Ohuruogu led home a Great Britain one-two with Nicola Sanders
The 23-year-old Londoner, who only ended her 12-month ban three weeks ago, claimed gold in Osaka on Wednesday.
"I've explained myself to two panels and they've said there was nothing dubious," she told Radio 5live.
"I just forgot to let my whereabouts known. It was a simple act of forgetfulness and that's all it was."
Ohuruogu is allowed to compete at the World Championships under UK Athletics rules but banned from the Olympics by British Olympic Association regulations. She is to appeal against the BOA ban.
She admitted the furore surrounding her win had tainted her achievement in becoming Great Britain's first female track world champion in 14 years.
"I had (enjoyed it) at first but it is very difficult when you have all this negativity thrown in your face after you have worked extremely hard for something.
"You are damned if you do and damned if you don't. If I hadn't run well people would have questioned why I was brought out here, and when I do try to turn something around it is thrown in my face.
"I am just trying to block it out of my mind at the moment.
"I understand that people have questions, but if the report is there and says there is no evidence of anything dubious, I don't understand why people are still asking me to explain myself."
Asked if she had ever taken drugs, she said: "No, of course not. It's not something I would ever dream of doing. I believe my talent alone will get me to where I need to get to.
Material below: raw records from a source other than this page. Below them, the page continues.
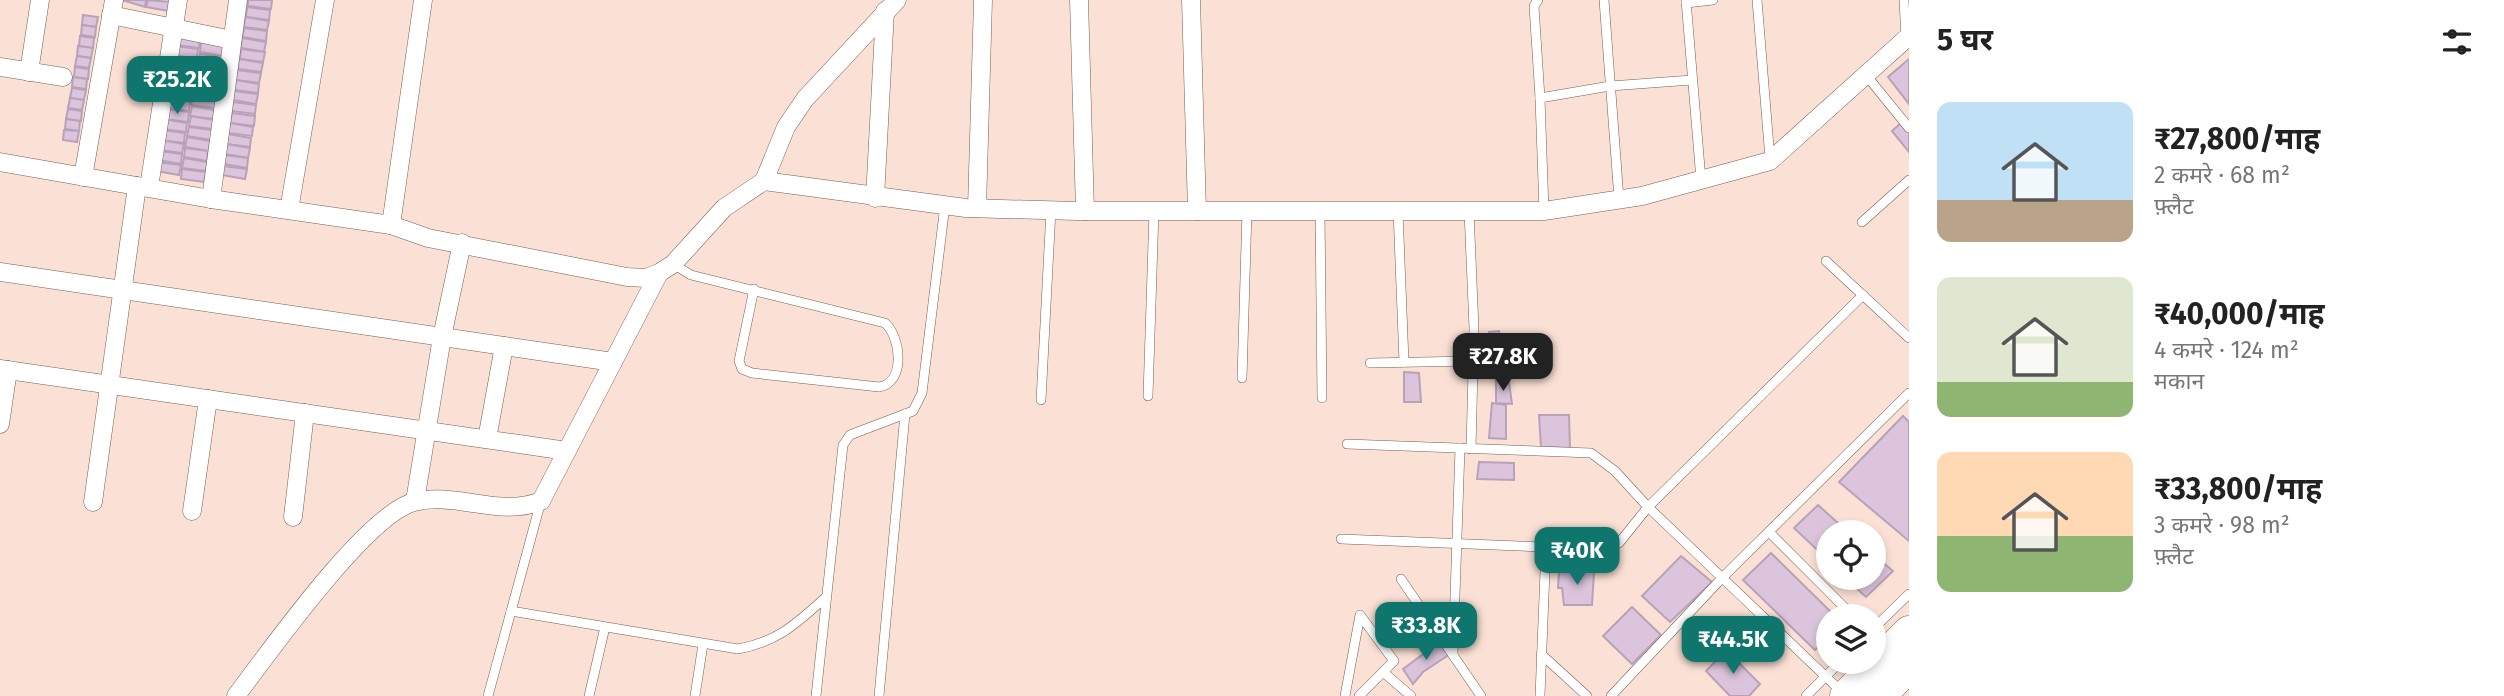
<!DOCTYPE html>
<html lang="hi">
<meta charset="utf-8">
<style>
:root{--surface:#fff;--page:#f6f6f6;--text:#222;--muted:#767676;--accent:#0f766e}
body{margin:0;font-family:"Fira Sans","Noto Sans Devanagari",sans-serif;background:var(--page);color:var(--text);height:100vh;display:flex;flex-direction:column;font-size:26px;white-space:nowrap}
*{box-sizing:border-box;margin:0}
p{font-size:23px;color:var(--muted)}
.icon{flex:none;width:38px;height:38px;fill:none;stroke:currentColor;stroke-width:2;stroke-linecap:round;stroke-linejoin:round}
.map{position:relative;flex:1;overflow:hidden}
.side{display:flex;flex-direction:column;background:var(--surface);width:595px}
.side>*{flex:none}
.fabs{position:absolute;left:1816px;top:520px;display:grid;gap:14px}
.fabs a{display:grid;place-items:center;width:70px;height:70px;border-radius:50%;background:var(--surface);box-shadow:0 4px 10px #0003;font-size:35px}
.price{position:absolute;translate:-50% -60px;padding:0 16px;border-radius:14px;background:var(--accent);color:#fff;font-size:23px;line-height:46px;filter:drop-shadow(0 2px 4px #0008)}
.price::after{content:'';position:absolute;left:50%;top:42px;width:21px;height:16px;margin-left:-10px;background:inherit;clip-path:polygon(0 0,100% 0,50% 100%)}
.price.on{background:#222;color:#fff}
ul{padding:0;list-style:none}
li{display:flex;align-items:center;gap:21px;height:175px;padding:0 28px}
li span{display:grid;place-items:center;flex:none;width:196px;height:140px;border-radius:14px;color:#555}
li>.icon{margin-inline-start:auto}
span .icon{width:84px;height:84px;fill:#fffc;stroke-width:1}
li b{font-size:30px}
h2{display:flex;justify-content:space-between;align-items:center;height:84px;padding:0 28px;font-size:30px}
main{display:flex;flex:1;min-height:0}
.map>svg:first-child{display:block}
.building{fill:#dbc4dc;stroke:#b8a2b9;stroke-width:2}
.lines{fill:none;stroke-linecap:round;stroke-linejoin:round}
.lane-casing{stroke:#785d50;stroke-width:10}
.street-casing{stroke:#785d50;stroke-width:19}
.highway-casing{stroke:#785d50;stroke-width:33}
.lane{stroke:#fff;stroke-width:9}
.street{stroke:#fff;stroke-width:18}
.highway{stroke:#fff;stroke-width:32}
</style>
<main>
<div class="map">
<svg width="1909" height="696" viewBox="0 0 1909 696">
<rect width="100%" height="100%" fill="#fbe1d5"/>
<g class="building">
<polygon points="122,0 146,0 145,7"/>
<polygon points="148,0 171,2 169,11 146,7"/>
<polygon points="248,0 272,0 271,9 248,6"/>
<polygon points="247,7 270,10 269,20 246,17"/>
<polygon points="83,15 98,17 96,27 82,25"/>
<polygon points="245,17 269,21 267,30 244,27"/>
<polygon points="82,25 96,27 95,37 81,35"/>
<polygon points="244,28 267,31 266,41 242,37"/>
<polygon points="177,35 200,38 199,48 175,45"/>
<polygon points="80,36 94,38 93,48 79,46"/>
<polygon points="242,38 266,42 264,52 241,48"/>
<polygon points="201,42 225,46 223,56 200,52"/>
<polygon points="78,46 93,48 91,58 77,56"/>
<polygon points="175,46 198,49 197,59 174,55"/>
<polygon points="241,49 265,52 263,62 240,59"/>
<polygon points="200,54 223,57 222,67 198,63"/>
<polygon points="77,56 91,58 89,68 75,66"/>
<polygon points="173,56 197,60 195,69 172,66"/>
<polygon points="239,59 263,63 261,72 238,69"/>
<polygon points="1909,59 1909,104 1888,77"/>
<polygon points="198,64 221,67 220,77 197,74"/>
<polygon points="75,67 89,69 88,79 74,77"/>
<polygon points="171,67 195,70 193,80 170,76"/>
<polygon points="237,70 261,73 259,83 236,80"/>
<polygon points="196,74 219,78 218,88 195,84"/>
<polygon points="73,77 87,79 86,89 72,87"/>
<polygon points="170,77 193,80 192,90 168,87"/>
<polygon points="236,80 259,84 258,93 234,90"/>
<polygon points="195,85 218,88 216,98 193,94"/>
<polygon points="168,87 192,91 190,100 167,97"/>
<polygon points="72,88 86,90 84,100 70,98"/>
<polygon points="234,91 258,94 256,104 233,100"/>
<polygon points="193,95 216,99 215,108 191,105"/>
<polygon points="70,98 84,100 82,110 68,108"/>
<polygon points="167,98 190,102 189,111 166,108"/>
<polygon points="233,102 256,105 255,114 231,111"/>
<polygon points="192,106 215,110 213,119 190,116"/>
<polygon points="68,109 82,111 81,121 66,119"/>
<polygon points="166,109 189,112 188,122 164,119"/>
<polygon points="232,113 255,116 254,126 230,123"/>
<polygon points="191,116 214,120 212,129 189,126"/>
<polygon points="66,119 80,121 79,131 65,129"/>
<polygon points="164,119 187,123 186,132 162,129"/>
<polygon points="1902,122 1909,130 1909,152 1892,131"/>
<polygon points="230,123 253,127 252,136 228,133"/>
<polygon points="189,127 212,130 211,140 187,136"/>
<polygon points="64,130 79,131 77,142 63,140"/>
<polygon points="162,130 185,133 184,143 160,140"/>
<polygon points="228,134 251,138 250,147 226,144"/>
<polygon points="187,137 210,141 209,151 185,147"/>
<polygon points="160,140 184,144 182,153 159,150"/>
<polygon points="226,144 250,148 248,158 225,154"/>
<polygon points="185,148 208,151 207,161 184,157"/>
<polygon points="159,151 182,154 181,164 157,160"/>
<polygon points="225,155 248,158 247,168 223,164"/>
<polygon points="184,158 207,162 206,171 182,168"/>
<polygon points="157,162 181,165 179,175 156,171"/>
<polygon points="223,166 247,169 245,179 222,175"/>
<polygon points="182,169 206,172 204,182 181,179"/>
<polygon points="1499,331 1504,359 1491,360 1489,332"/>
<polygon points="1506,362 1507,379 1496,381 1494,363"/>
<polygon points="1404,372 1419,373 1421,402 1404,402"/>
<polygon points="1496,382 1509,383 1512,404 1496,403"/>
<polygon points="1492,403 1506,405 1506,439 1489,438"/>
<polygon points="1539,415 1569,415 1570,448 1541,447"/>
<polygon points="1903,416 1909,422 1909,541 1839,482"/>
<polygon points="1479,462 1514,463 1514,480 1477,479"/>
<polygon points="1818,505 1848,532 1829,532 1829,561 1794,528"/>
<polygon points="1771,553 1835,616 1829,616 1829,636 1815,650 1743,580"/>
<polygon points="1874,555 1893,571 1866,597 1845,578 1874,578"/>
<polygon points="1681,556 1712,582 1670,622 1642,596"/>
<polygon points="1559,571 1594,572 1592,605 1564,605 1562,588 1558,588"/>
<polygon points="1632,607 1661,635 1632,664 1603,636"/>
<polygon points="1757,617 1767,625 1755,637 1746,627"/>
<polygon points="1441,641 1450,654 1423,672 1413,684 1403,669"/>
<polygon points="1726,650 1760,684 1749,696 1730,696 1706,671"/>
</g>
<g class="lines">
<defs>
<g id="lane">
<polyline points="1538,0 1534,6 1540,98"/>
<polyline points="1604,0 1619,199"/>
<polyline points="1686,0 1701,180"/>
<polyline points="1757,0 1770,159"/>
<polyline points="1904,0 1906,38"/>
<polyline points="1686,3 1713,0"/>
<polyline points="1866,75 1909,128"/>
<polyline points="1320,211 1322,398"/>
<polyline points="1398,211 1404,362"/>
<polyline points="1469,211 1474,329 1471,449"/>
<polyline points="1544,211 1540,98 1610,86 1692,80"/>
<polyline points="1862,222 1909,180"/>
<polyline points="1826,261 1909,338"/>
<path d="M673,264L691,275L885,323C901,337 906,383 879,387L752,373L742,369L739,361L754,289"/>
<polyline points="1370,363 1472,361"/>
<polyline points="1242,378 1247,211"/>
<polyline points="1148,396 1154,211"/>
<polyline points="1041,400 1051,210"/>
<polyline points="1347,444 1591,453 1615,471 1648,507 1843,693"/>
<polyline points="1769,532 1853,616"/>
<polyline points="1341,539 1595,549 1619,543 1648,507 1863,295"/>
<polyline points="1401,579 1481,696"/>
<path d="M511,611L738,649C777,642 796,624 825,598"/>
<polyline points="1874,628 1909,594"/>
<polyline points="1541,654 1587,696"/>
<polyline points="1453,655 1460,448"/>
<polyline points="1383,672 1411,696"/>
<polyline points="488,696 541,501"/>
<polyline points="589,696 605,627"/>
<polyline points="695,696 703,644"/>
<polyline points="816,696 843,445 850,435 913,411 922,393 945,205"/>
<polyline points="879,696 905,414"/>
<polyline points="1345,696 1360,615 1394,661 1359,696"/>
<polyline points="1540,696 1546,546"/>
<polyline points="1611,696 1722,578 1909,393"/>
<polyline points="1806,696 1840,662"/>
</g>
<g id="street">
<polyline points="1079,0 1085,211"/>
<polyline points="1191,0 1197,211"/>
<polyline points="111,15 232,40"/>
<polyline points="0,67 63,77"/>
<polyline points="29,72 40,0"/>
<polyline points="0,162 211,199 391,225 428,238 627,277 646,278 659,273"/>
<polyline points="83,177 114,0"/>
<polyline points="764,181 786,127 805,99 897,0"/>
<polyline points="149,187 178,0"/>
<polyline points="875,198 885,11"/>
<polyline points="211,199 238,0"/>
<polyline points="977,208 983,0"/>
<polyline points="289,210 325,0"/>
<polyline points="391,225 423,0"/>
<polyline points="0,272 613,362"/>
<polyline points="0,369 567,451"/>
<polyline points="0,424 8,370"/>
<polyline points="487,439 504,346"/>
<polyline points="415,501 442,337 462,243"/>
<polyline points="93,502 137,186"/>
<polyline points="192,511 208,399"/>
<polyline points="293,517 305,413"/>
<path d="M236,696C269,652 367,514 414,502C456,491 500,518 541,501L659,273L673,264L724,208L764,181L966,208L1077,211H1544L1642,196L1770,161L1909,36"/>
</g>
<g id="highway">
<polyline points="1846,696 1909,632"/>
<polyline points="1879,696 1909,666"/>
</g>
</defs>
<use href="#lane" class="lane-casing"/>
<use href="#street" class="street-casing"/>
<use href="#highway" class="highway-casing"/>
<use href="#lane" class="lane"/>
<use href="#street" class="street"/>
<use href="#highway" class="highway"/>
</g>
</svg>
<div class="fabs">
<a><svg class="icon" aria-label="locate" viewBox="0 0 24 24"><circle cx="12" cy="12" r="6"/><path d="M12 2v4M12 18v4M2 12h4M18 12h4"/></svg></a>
<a><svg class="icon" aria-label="layers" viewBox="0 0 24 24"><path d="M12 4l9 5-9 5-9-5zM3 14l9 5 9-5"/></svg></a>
</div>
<b class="price" style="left:177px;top:116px">₹25.2K</b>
<b class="price on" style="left:1503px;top:393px">₹27.8K</b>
<b class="price" style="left:1577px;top:587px">₹40K</b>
<b class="price" style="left:1426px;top:662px">₹33.8K</b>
<b class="price" style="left:1733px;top:676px">₹44.5K</b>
</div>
<section class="side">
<h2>5 घर<svg class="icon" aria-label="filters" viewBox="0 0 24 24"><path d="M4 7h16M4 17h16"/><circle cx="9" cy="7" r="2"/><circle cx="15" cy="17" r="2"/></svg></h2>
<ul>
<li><span style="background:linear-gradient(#bfe0f5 70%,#b9a48a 0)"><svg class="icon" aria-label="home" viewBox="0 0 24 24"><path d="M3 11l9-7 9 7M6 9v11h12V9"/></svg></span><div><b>₹27,800/माह</b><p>2 कमरे · 68 m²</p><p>फ़्लैट</p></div></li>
<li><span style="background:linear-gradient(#dfe7d0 75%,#8fb573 0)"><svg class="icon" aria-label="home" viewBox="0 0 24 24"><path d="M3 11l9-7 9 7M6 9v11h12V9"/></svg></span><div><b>₹40,000/माह</b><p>4 कमरे · 124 m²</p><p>मकान</p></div></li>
<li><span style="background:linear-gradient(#ffd9b3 60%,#8fb573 0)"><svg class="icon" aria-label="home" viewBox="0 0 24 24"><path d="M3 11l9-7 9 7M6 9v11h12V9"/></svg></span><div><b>₹33,800/माह</b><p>3 कमरे · 98 m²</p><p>फ़्लैट</p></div></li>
</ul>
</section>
</main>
I didn't know until a week later that that I had a missed test
"If you deliberately take a substance in order to cheat you should be (banned for life)."
Ohuruogu also explained in more detail the events which led to her missed third test and subsequent ban.
"The system that we have, you have to put forward five slots per week of an hour each of where you are going to be.
"So, basically for the third test that I missed I had a slot for a certain venue that I am always training at but there was a sports (event) at the track.
"There was a last minute change of plan and we decided to go to another track and with the rushing around I didn't make that known to the anti-doping people.
We know that she was tested the week before and after she missed one of the tests - if she was taking anything it would not have left her system
Ex-sprinter Darren Campbell
"So when they turned up to the original track obviously I wasn't there.
"It wasn't as if I turned up, knew they were there and refused to take the test.
"I didn't know until a week later that I had a missed test. It was completely random. You never know when they are going to turn up."
Former British sprinter Darren Campbell has been vociferous critic of drug use in sport, but he expressed support for Ohuruogu's predicament.
"When the (drug testing) system came in it was not made completely clear exactly what and how the process worked," he said.
"On many occasions I have gone to the track in Cardiff and they have got a schools sports day on.
"I didn't know they were going to be there and unfortunately the last thing on your mind is that you have to ring the drug testers.
"If we go to the facts, we know that she was tested the week before and after she missed one of the tests.
"Of the little we do know about science, if she was taking anything it would not have left her system. The tests are on another level now. Finally they are now doing blood tests."